Look through the data below and return each line where "Sort" appears.

*** Opening of Records for the exercise ***

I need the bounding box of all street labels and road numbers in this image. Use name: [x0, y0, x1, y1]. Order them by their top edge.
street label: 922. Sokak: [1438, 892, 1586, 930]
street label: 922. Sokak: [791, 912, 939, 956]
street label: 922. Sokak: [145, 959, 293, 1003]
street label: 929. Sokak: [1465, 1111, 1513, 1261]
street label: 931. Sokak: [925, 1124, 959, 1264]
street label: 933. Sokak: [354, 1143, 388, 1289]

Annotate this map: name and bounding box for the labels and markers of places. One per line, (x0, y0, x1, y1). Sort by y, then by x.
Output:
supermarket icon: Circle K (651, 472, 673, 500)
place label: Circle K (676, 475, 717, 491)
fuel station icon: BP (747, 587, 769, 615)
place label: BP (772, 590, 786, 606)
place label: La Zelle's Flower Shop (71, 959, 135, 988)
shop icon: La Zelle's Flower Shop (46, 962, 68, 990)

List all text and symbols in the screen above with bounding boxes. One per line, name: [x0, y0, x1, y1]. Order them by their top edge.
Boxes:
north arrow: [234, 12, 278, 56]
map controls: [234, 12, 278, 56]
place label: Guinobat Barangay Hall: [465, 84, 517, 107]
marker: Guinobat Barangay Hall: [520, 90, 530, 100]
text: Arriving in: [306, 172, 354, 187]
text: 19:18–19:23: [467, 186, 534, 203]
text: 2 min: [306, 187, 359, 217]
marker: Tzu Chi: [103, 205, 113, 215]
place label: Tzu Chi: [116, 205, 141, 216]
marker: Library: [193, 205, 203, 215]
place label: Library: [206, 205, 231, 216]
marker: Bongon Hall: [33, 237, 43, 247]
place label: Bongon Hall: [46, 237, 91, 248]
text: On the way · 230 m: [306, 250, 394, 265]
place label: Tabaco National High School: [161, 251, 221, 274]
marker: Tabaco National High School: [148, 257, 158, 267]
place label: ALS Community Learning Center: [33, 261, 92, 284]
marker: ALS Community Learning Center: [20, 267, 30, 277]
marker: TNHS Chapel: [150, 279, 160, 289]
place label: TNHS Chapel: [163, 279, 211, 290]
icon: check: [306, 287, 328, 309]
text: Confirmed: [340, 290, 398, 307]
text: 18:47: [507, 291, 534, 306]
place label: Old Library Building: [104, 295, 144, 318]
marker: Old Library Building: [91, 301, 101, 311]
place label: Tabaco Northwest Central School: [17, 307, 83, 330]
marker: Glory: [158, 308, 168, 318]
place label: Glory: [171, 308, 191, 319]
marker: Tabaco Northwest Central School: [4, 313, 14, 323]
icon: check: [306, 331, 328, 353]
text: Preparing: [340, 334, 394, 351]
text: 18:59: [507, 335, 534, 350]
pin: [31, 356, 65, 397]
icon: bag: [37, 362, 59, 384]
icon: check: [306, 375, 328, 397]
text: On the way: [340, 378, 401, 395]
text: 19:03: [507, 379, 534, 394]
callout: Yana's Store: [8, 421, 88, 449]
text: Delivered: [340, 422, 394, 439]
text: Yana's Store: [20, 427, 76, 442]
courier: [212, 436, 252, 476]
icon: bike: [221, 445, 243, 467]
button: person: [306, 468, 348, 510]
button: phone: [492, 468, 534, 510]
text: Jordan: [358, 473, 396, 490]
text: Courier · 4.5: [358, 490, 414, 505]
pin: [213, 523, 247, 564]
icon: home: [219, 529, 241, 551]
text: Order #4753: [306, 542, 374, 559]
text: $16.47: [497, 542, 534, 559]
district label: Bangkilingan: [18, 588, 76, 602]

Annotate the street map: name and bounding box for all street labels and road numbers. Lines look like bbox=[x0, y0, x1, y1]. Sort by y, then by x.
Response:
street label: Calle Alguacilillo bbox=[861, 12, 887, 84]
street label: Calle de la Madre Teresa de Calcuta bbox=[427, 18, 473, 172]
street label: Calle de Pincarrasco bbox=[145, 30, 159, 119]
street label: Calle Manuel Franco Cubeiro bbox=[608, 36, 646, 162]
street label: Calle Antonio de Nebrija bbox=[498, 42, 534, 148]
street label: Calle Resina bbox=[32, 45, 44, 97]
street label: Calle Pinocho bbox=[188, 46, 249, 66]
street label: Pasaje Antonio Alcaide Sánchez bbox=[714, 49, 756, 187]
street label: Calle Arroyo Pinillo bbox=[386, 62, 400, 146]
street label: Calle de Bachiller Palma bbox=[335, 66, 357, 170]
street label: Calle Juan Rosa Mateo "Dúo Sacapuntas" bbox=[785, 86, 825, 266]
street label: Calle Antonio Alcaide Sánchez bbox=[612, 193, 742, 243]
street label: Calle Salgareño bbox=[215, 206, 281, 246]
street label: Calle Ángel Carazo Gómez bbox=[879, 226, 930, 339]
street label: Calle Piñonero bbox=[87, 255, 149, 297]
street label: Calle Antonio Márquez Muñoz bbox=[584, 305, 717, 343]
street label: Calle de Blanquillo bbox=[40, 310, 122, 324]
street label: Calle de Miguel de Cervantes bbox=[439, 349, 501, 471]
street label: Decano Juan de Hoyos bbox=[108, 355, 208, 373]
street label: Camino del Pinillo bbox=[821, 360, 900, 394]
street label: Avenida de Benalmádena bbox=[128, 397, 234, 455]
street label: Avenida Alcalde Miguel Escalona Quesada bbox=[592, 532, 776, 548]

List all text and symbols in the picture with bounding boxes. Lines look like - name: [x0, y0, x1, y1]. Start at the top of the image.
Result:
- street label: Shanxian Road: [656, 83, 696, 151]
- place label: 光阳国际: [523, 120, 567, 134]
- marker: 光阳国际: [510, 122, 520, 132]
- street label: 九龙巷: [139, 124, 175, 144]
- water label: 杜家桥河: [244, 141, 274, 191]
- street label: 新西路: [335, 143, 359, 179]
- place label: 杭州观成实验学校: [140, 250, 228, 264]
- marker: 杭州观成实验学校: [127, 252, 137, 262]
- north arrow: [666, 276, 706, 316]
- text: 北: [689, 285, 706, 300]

*** Close of Records for the exercise ***

- Response to this exercise -
Annotate this map: name and bounding box for the labels and markers of places. One per line, (x0, y0, x1, y1). Sort by y, then by x.
Annotate the street map: name and bounding box for all street labels and road numbers. Lines look like bbox=[x0, y0, x1, y1]. Sort by y, then by x.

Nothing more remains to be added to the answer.